EXERCISE DIRECTIONS —
Pull every line that includes the word "absolute" out of the data below and copy it.

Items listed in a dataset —

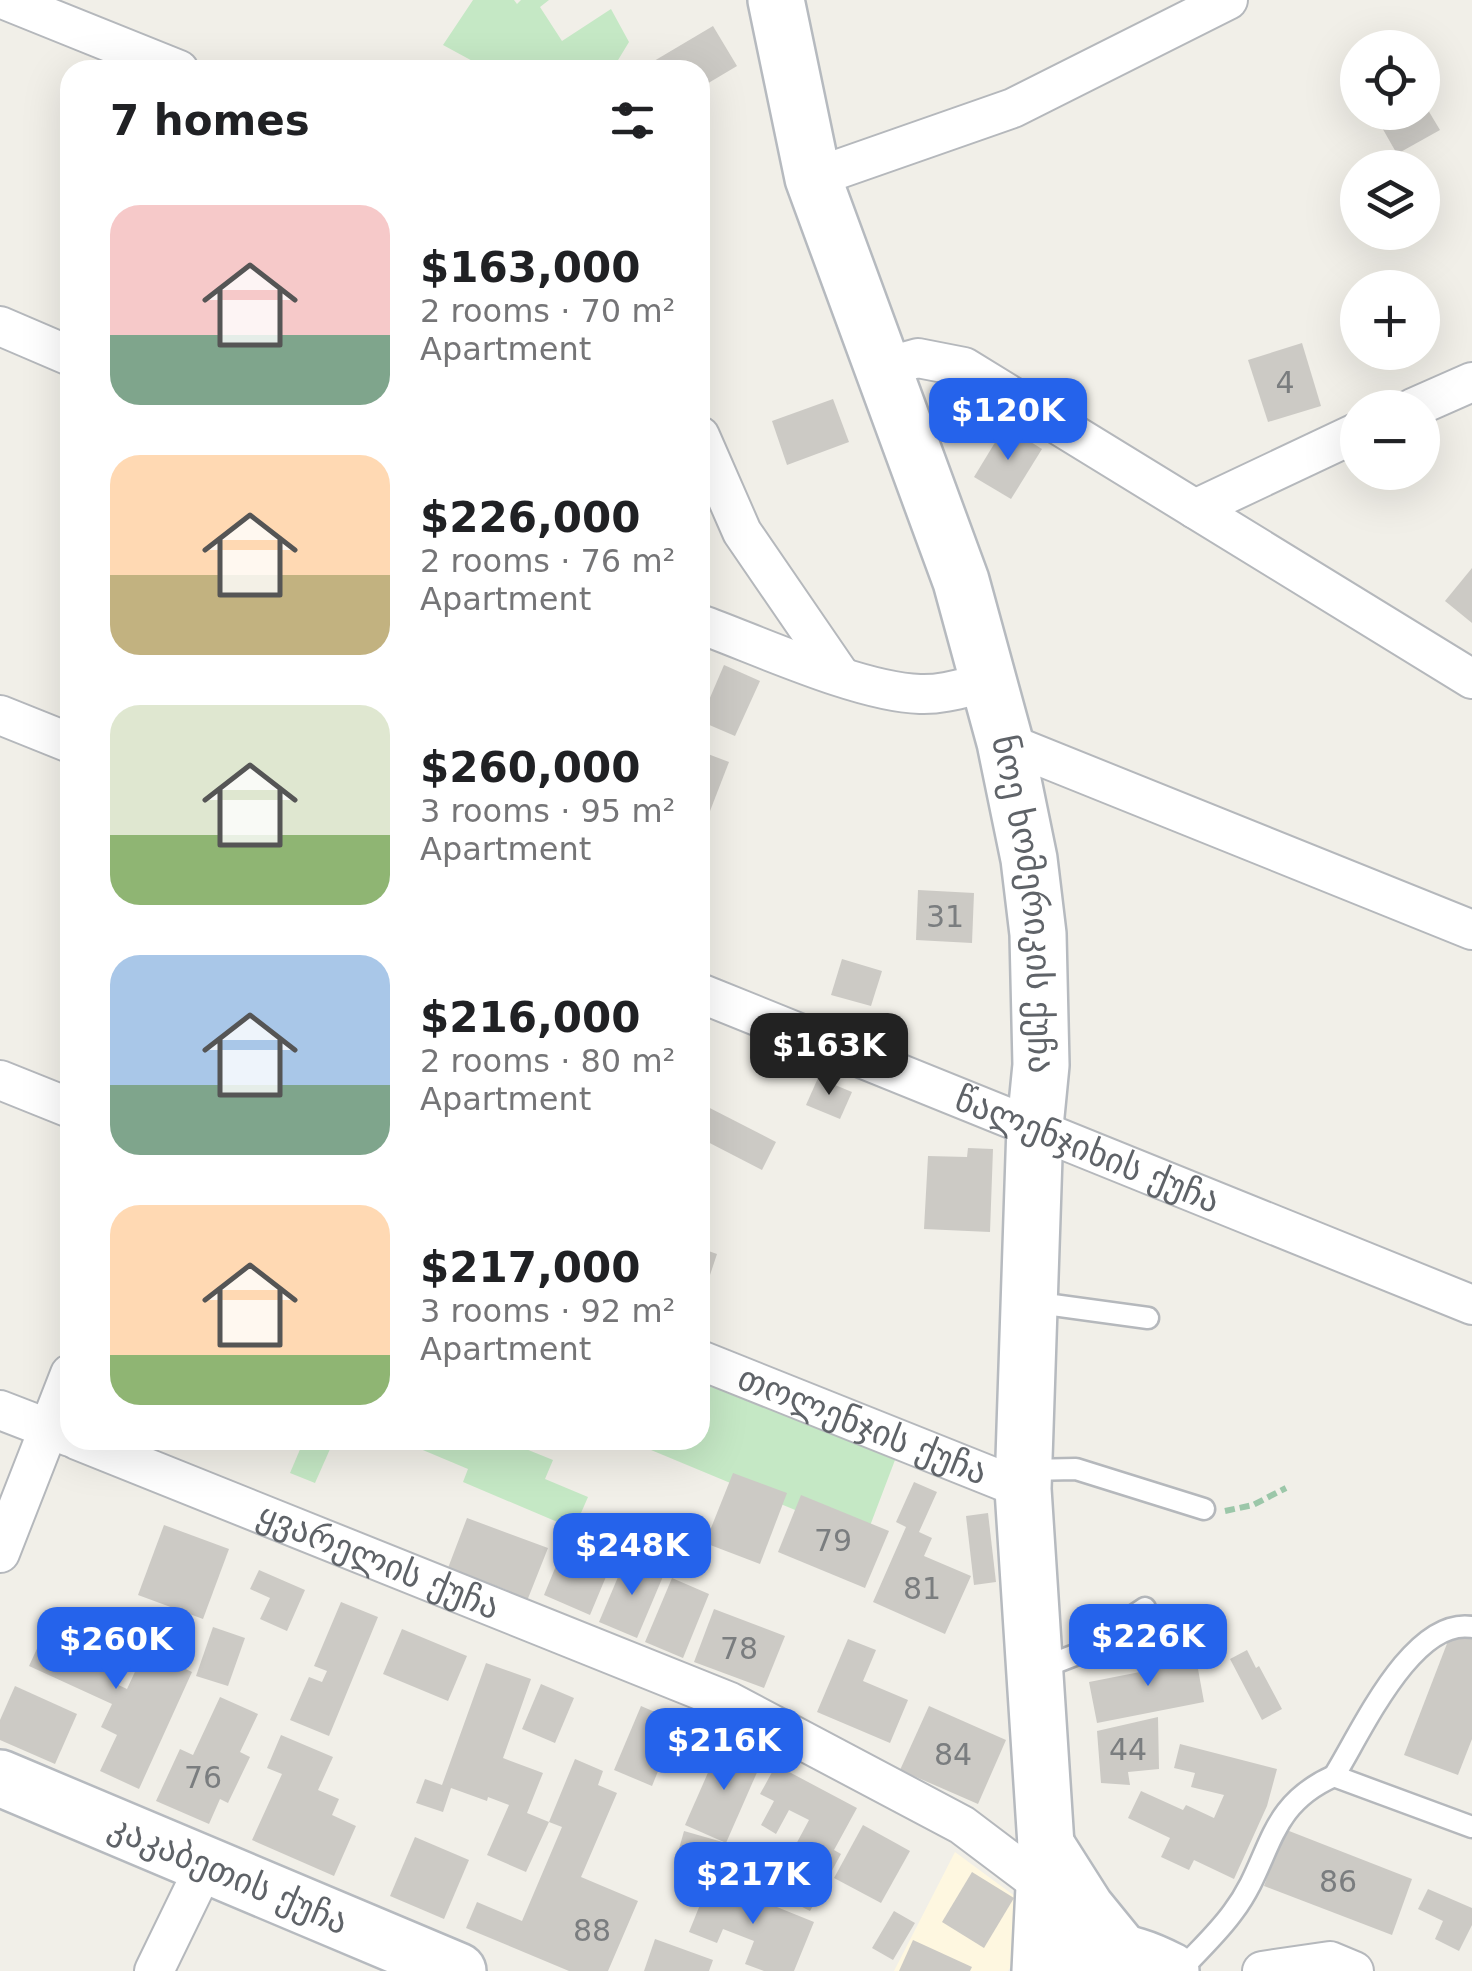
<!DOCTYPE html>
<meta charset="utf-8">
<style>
body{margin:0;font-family:"DejaVu Sans","Noto Sans Georgian",sans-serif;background:#f6f6f6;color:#202124;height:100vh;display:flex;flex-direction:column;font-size:38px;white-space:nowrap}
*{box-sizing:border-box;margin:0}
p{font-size:32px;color:#757577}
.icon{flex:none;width:55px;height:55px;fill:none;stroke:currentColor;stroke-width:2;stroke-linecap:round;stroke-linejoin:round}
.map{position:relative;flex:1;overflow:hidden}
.side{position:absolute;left:60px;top:60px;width:650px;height:1390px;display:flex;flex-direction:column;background:#fff;border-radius:30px;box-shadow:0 10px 40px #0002}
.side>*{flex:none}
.controls{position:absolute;left:1340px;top:30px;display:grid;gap:20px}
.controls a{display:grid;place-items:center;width:100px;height:100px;border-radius:50%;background:#fff;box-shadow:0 10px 40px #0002;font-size:50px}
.price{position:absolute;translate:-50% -85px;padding:0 22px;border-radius:20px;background:#2563eb;color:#fff;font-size:32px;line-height:65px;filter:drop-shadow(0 2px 5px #0008)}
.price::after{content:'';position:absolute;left:50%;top:60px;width:30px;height:22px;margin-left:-15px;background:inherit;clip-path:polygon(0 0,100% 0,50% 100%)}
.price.active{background:#222;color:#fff}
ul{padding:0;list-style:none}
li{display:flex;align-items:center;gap:30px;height:250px;padding:0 50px}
li span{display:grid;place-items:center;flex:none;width:280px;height:200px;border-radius:30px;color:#555}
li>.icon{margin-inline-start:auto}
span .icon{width:120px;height:120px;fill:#fffc;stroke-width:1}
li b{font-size:42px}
h2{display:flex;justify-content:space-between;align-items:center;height:120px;padding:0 50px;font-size:42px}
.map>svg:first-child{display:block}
</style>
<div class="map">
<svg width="1472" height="1971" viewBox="0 0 1472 1971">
<rect width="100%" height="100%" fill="#f1efe8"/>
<polygon fill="#fef7e0" points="955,1852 1016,1897 1021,1904 1017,1958 1008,1971 894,1971"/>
<g fill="#c5e8c5">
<polygon points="473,0 514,0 517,4 521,0 549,0 540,7 562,41 611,9 629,42 612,70 489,70 443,45"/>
<polygon points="700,1377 895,1460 865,1539 627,1440 700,1440"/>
<polygon points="304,1440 334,1440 315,1483 290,1473"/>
<polygon points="399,1440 504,1440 553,1460 545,1479 588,1497 574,1529 463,1482 468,1469"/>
</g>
<g fill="#cccac5">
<polygon points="713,26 737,66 700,88 700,70 660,70 654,61"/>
<polygon points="1422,100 1440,130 1397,154 1376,117 1384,112 1422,112"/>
<polygon points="1302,343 1321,406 1268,422 1248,360"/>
<polygon points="833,399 849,442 787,465 772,421"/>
<polygon points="1005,426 1042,449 1011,499 974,477"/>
<polygon points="1472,568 1472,623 1445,601"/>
<polygon points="724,665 760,681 735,736 700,721"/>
<polygon points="700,751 729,762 705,824 700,822"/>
<polygon points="918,890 974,893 972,943 916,940"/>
<polygon points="842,959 882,971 871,1006 831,995"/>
<polygon points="818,1078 852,1092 840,1119 806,1105"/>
<polygon points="700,1103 776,1142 762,1170 700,1138"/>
<polygon points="968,1148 993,1149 990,1232 924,1229 928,1156 967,1157"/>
<polygon points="700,1248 717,1254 701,1302 700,1302"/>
<polygon points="733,1473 787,1493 760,1564 705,1543"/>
<polygon points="914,1482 937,1492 919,1532 932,1538 924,1556 971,1576 945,1634 873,1602 906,1527 896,1522"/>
<polygon points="801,1495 889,1531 865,1588 778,1552"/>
<polygon points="600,1513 628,1524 590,1615 544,1595 558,1561 577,1569"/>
<polygon points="988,1513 996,1582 974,1585 966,1516"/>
<polygon points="467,1518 548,1548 525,1606 503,1598 507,1590 448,1568"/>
<polygon points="164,1525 229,1549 203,1619 138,1595"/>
<polygon points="626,1558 664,1574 637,1638 599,1622"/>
<polygon points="259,1570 305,1590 287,1631 260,1619 270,1598 250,1589"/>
<polygon points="672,1578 709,1594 683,1658 645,1642"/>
<polygon points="341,1602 378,1617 329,1736 290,1720 309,1677 322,1682 327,1671 314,1666"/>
<polygon points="714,1609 785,1636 764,1688 694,1662"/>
<polygon points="53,1614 128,1648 112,1682 127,1689 145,1650 192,1672 139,1789 100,1771 117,1735 101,1727 112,1704 29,1666"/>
<polygon points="213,1627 245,1638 228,1686 196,1676"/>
<polygon points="1453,1628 1472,1635 1472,1739 1458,1775 1404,1755"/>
<polygon points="402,1629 467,1656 448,1701 383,1674"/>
<polygon points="848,1639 876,1650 863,1681 908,1700 890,1743 817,1712"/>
<polygon points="1247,1650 1256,1668 1259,1666 1282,1709 1262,1720 1230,1659"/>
<polygon points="1176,1652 1198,1669 1204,1702 1097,1723 1089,1682 1145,1671 1142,1659"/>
<polygon points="486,1663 531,1679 503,1758 543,1773 527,1813 549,1822 575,1759 603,1771 598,1785 617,1793 581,1877 638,1901 608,1971 569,1971 466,1928 477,1902 522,1921 562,1827 549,1822 526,1872 487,1855 509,1805 488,1797 487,1801 451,1788 443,1812 416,1803 425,1779 442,1785"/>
<polygon points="541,1684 574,1698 555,1743 522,1729"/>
<polygon points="15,1686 77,1714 55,1764 0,1740 0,1720"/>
<polygon points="220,1697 258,1714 240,1752 250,1757 228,1803 220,1799 209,1824 156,1801 180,1749 193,1755"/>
<polygon points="641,1706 678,1722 652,1786 614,1770"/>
<polygon points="929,1706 1006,1740 978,1804 900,1770"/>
<polygon points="1158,1717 1159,1769 1128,1772 1130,1785 1101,1783 1097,1731"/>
<polygon points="281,1735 333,1757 318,1790 339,1799 332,1815 356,1826 334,1876 252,1840 282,1774 267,1768"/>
<polygon points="721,1743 762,1761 726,1843 685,1825"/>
<polygon points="1180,1744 1277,1769 1267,1806 1234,1879 1194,1860 1189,1870 1161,1857 1170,1838 1128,1818 1141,1791 1183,1810 1186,1805 1214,1818 1224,1795 1191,1787 1195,1773 1174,1768"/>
<polygon points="776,1765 857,1808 834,1850 841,1854 810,1911 771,1891 809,1820 789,1810 776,1834 761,1825 774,1801 760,1794"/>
<polygon points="863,1825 910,1851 881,1903 834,1878"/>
<polygon points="1284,1829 1412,1879 1392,1935 1264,1886"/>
<polygon points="684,1831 726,1843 717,1874 675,1863"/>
<polygon points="415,1837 469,1860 444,1919 390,1896"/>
<polygon points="972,1872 1014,1898 984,1948 942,1922"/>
<polygon points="710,1880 814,1922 794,1971 764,1971 745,1964 754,1941 723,1929 717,1943 689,1932"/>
<polygon points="1428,1889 1472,1908 1472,1925 1459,1951 1435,1939 1443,1921 1418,1909"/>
<polygon points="894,1911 915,1923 893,1960 872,1948"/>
<polygon points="655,1939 713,1960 709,1971 644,1971"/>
<polygon points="913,1940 972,1967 970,1971 899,1971"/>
</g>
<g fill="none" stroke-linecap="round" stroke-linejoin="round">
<g stroke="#b5b8bc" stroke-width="25">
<g id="lane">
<polyline points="1031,1302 1148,1318"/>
<polyline points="1027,1470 1076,1469 1204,1509"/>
<polyline points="1039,1669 1075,1655 1145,1608"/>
<path d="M1334,1776C1361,1733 1412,1617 1472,1627"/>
<path d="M1180,1971C1197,1952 1218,1933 1233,1912C1273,1859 1264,1807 1334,1776L1472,1827"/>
</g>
</g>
<g stroke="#b5b8bc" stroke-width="42">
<g id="street">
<polyline points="5,0 179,70"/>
<polyline points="813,178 1013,108 1228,0"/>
<polyline points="0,326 70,356"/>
<polyline points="882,368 918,358 964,367 1472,679"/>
<polyline points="1413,408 1472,382"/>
<polyline points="700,436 742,532 840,675"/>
<polyline points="1195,509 1358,432"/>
<path d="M700,624C760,646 859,692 920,694C943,695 966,687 988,682"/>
<polyline points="0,715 70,743"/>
<polyline points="1005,742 1472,930"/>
<path id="s1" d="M700,993L1472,1305"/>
<polyline points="0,1080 70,1108"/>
<path id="s2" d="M700,1360L1023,1489"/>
<polyline points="0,1410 70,1437"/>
<path id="s3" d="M77,1440L730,1702L962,1825L1043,1886"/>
<polyline points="0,1553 70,1374"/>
<polyline points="154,1971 206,1864"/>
<polyline points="1262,1971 1330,1961 1354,1971"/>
</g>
</g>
<g stroke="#b6babf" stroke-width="60">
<g id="secondary">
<path id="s4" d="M776,0L813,178L961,581L1005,742L1029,859L1038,934L1041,1065L1035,1126L1023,1489L1046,1845L1040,1971"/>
<path id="s5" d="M0,1778L458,1971"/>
<polyline points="1046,1845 1086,1908 1121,1951"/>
<path d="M1042,1971C1094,1947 1119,1944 1171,1971"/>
</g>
</g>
<polyline stroke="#9cc7a9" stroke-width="6" stroke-dasharray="10 5" stroke-linecap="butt" points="1225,1511 1253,1505 1286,1488"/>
<use href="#lane" stroke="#fff" stroke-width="20"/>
<use href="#street" stroke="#fff" stroke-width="38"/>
<use href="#secondary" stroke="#fff" stroke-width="55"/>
</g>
<g text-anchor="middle" stroke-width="8" stroke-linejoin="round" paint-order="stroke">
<g font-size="30" fill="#7a7d7f">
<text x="1285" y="393">4</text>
<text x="945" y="927">31</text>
<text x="833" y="1551">79</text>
<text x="922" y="1599">81</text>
<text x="739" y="1659">78</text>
<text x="1128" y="1760">44</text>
<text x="953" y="1765">84</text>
<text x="203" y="1788">76</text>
<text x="1338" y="1892">86</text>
<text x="592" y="1941">88</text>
</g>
<g font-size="35" fill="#5f6368" stroke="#fff">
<text dy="12" stroke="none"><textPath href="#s4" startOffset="942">ნოე ხომერიკის ქუჩა</textPath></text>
<text dy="12" stroke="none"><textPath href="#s1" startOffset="418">წალენჯიხის ქუჩა</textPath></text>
<text dy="12" stroke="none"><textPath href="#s2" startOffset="175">თოლენჯის ქუჩა</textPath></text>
<text dy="12" stroke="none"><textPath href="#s3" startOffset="325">ყვარელის ქუჩა</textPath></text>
<text dy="12" stroke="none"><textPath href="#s5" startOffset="248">კაკაბეთის ქუჩა</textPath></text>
</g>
</g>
</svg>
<div class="controls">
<a><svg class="icon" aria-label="locate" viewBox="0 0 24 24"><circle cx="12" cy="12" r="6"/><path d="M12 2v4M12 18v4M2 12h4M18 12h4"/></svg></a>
<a><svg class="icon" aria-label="layers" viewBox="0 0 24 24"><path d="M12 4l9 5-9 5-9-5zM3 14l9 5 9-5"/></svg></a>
<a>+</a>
<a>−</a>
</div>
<b class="price" style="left:1008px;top:463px">$120K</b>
<b class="price active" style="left:829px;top:1098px">$163K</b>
<b class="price" style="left:632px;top:1598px">$248K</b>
<b class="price" style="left:1148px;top:1689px">$226K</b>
<b class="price" style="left:116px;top:1692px">$260K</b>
<b class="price" style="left:724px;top:1793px">$216K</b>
<b class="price" style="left:753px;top:1927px">$217K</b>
<section class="side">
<h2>7 homes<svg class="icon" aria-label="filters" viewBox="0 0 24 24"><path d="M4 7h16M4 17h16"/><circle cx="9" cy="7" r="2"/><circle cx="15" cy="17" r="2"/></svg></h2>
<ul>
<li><span style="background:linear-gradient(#f6c9c9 65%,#7fa58c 0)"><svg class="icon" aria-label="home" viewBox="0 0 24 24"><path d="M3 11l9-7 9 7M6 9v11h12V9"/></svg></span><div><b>$163,000</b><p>2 rooms · 70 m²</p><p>Apartment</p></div></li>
<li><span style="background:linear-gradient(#ffd9b3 60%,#c2b280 0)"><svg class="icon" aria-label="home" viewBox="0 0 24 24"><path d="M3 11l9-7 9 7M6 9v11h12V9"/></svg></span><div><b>$226,000</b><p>2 rooms · 76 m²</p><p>Apartment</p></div></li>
<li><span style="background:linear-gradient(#dfe7d0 65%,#8fb573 0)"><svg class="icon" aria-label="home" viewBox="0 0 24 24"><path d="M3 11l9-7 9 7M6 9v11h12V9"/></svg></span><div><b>$260,000</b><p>3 rooms · 95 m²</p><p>Apartment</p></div></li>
<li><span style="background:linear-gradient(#a9c7e8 65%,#7fa58c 0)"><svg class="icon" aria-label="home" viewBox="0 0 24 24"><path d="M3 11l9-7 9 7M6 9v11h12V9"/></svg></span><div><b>$216,000</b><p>2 rooms · 80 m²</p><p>Apartment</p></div></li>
<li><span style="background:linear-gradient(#ffd9b3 75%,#8fb573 0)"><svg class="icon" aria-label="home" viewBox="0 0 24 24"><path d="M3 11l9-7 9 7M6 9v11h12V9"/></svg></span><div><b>$217,000</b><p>3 rooms · 92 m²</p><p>Apartment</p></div></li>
</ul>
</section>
</div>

REPLY TO THE TASK —
.side{position:absolute;left:60px;top:60px;width:650px;height:1390px;display:flex;flex-direction:column;background:#fff;border-radius:30px;box-shadow:0 10px 40px #0002}
.controls{position:absolute;left:1340px;top:30px;display:grid;gap:20px}
.price{position:absolute;translate:-50% -85px;padding:0 22px;border-radius:20px;background:#2563eb;color:#fff;font-size:32px;line-height:65px;filter:drop-shadow(0 2px 5px #0008)}
.price::after{content:'';position:absolute;left:50%;top:60px;width:30px;height:22px;margin-left:-15px;background:inherit;clip-path:polygon(0 0,100% 0,50% 100%)}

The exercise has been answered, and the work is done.